## INFORMATION PROVIDED
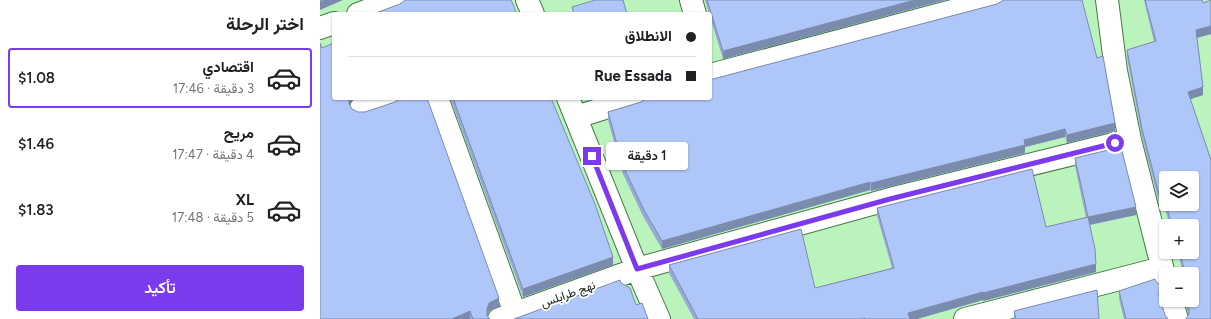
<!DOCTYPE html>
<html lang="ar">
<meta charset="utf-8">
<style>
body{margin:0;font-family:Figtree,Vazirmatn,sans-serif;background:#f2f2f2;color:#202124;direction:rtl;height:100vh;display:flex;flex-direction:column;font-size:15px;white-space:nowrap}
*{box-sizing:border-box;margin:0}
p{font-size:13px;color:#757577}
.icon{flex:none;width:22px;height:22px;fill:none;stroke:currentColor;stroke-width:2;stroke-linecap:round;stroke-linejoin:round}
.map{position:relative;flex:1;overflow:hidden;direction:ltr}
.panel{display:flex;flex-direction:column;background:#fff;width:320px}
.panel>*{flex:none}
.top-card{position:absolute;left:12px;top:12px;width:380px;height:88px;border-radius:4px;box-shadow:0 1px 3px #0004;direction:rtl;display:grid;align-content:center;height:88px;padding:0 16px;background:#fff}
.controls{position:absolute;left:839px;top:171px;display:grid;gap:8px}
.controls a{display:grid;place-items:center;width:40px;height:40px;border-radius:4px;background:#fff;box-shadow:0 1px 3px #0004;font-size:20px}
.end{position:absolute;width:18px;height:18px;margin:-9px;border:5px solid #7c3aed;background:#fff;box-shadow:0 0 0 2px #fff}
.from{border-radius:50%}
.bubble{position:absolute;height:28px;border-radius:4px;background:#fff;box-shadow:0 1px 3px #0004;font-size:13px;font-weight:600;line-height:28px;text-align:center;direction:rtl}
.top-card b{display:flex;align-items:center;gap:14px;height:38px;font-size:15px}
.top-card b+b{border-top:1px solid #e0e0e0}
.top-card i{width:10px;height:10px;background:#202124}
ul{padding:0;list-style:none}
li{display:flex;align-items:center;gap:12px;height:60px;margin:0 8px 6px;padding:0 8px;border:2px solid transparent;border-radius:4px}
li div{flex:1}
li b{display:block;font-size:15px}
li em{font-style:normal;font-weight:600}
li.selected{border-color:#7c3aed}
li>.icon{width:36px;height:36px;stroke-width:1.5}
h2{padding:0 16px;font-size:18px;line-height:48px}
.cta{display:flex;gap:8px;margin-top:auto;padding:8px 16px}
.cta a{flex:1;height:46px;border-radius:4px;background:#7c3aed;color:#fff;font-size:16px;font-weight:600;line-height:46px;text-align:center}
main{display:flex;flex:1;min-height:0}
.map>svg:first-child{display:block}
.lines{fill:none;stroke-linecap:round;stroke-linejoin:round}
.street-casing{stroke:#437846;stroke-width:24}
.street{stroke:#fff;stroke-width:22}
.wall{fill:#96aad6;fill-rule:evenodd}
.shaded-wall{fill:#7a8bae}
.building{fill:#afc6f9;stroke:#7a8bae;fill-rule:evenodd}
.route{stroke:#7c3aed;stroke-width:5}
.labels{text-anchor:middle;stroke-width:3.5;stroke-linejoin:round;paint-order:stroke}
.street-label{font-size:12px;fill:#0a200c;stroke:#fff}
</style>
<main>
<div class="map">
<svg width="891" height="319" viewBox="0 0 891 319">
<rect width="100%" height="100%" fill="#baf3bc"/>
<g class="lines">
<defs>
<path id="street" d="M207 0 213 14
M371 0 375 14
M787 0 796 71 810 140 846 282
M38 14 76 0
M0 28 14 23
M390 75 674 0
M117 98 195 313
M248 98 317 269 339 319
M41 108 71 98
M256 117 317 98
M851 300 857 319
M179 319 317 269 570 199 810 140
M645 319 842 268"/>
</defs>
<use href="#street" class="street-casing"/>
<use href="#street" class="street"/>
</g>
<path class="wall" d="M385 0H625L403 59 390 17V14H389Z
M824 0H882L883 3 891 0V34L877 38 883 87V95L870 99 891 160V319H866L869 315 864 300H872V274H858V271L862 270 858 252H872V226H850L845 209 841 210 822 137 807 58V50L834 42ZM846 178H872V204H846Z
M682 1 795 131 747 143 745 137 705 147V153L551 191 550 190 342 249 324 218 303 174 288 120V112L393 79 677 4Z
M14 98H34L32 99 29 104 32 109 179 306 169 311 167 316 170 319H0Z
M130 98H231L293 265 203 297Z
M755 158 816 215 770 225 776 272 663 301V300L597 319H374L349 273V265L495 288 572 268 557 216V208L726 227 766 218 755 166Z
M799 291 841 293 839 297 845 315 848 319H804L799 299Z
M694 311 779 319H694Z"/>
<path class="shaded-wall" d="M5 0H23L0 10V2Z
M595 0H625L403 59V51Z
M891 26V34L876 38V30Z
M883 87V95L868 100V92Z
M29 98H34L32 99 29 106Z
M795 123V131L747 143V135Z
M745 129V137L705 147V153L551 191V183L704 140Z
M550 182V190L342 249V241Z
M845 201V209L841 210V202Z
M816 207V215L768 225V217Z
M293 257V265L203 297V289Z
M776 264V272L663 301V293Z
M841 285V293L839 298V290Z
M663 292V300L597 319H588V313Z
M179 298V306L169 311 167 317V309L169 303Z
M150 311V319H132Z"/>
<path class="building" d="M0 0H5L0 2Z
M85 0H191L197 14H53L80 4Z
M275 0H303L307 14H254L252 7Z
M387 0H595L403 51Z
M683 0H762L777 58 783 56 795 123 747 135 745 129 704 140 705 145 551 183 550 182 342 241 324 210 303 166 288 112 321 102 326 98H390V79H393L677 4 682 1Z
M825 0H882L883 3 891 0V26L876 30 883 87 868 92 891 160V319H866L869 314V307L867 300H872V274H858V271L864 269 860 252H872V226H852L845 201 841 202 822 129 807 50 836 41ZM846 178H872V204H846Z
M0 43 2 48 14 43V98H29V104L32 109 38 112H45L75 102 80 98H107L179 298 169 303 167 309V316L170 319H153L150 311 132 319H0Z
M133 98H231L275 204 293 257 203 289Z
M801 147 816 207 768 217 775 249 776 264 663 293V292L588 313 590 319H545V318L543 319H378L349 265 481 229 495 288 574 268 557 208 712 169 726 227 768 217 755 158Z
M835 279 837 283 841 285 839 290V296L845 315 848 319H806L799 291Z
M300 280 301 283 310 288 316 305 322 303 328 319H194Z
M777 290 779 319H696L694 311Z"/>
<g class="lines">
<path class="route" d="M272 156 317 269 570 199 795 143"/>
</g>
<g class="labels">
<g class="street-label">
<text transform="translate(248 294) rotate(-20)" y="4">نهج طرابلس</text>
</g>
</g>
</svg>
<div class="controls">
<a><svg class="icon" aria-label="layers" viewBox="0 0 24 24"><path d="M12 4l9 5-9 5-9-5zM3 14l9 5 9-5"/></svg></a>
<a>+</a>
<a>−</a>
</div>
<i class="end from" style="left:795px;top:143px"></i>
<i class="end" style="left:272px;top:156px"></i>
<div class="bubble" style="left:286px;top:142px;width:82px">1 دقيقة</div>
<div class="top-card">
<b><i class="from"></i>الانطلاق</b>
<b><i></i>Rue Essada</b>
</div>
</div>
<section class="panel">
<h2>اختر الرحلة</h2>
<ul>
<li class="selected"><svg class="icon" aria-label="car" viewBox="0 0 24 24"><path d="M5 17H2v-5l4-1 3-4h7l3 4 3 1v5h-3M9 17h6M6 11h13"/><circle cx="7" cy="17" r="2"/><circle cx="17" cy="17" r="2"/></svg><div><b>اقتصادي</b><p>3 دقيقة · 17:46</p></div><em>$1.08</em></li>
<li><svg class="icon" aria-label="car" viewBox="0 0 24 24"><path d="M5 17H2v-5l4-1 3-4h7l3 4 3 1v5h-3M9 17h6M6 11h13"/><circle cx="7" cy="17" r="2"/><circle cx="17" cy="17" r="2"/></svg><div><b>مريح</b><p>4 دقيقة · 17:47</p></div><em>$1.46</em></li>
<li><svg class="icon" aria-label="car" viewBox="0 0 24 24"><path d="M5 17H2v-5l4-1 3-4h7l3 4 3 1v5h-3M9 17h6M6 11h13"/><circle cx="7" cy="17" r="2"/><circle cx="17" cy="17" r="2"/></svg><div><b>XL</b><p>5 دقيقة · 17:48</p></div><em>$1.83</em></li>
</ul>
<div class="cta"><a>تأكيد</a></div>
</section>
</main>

## THE TASK
A complete answer lists every line of the listing above that holds the word "margin".

## TASK SOLUTION
body{margin:0;font-family:Figtree,Vazirmatn,sans-serif;background:#f2f2f2;color:#202124;direction:rtl;height:100vh;display:flex;flex-direction:column;font-size:15px;white-space:nowrap}
*{box-sizing:border-box;margin:0}
.end{position:absolute;width:18px;height:18px;margin:-9px;border:5px solid #7c3aed;background:#fff;box-shadow:0 0 0 2px #fff}
li{display:flex;align-items:center;gap:12px;height:60px;margin:0 8px 6px;padding:0 8px;border:2px solid transparent;border-radius:4px}
.cta{display:flex;gap:8px;margin-top:auto;padding:8px 16px}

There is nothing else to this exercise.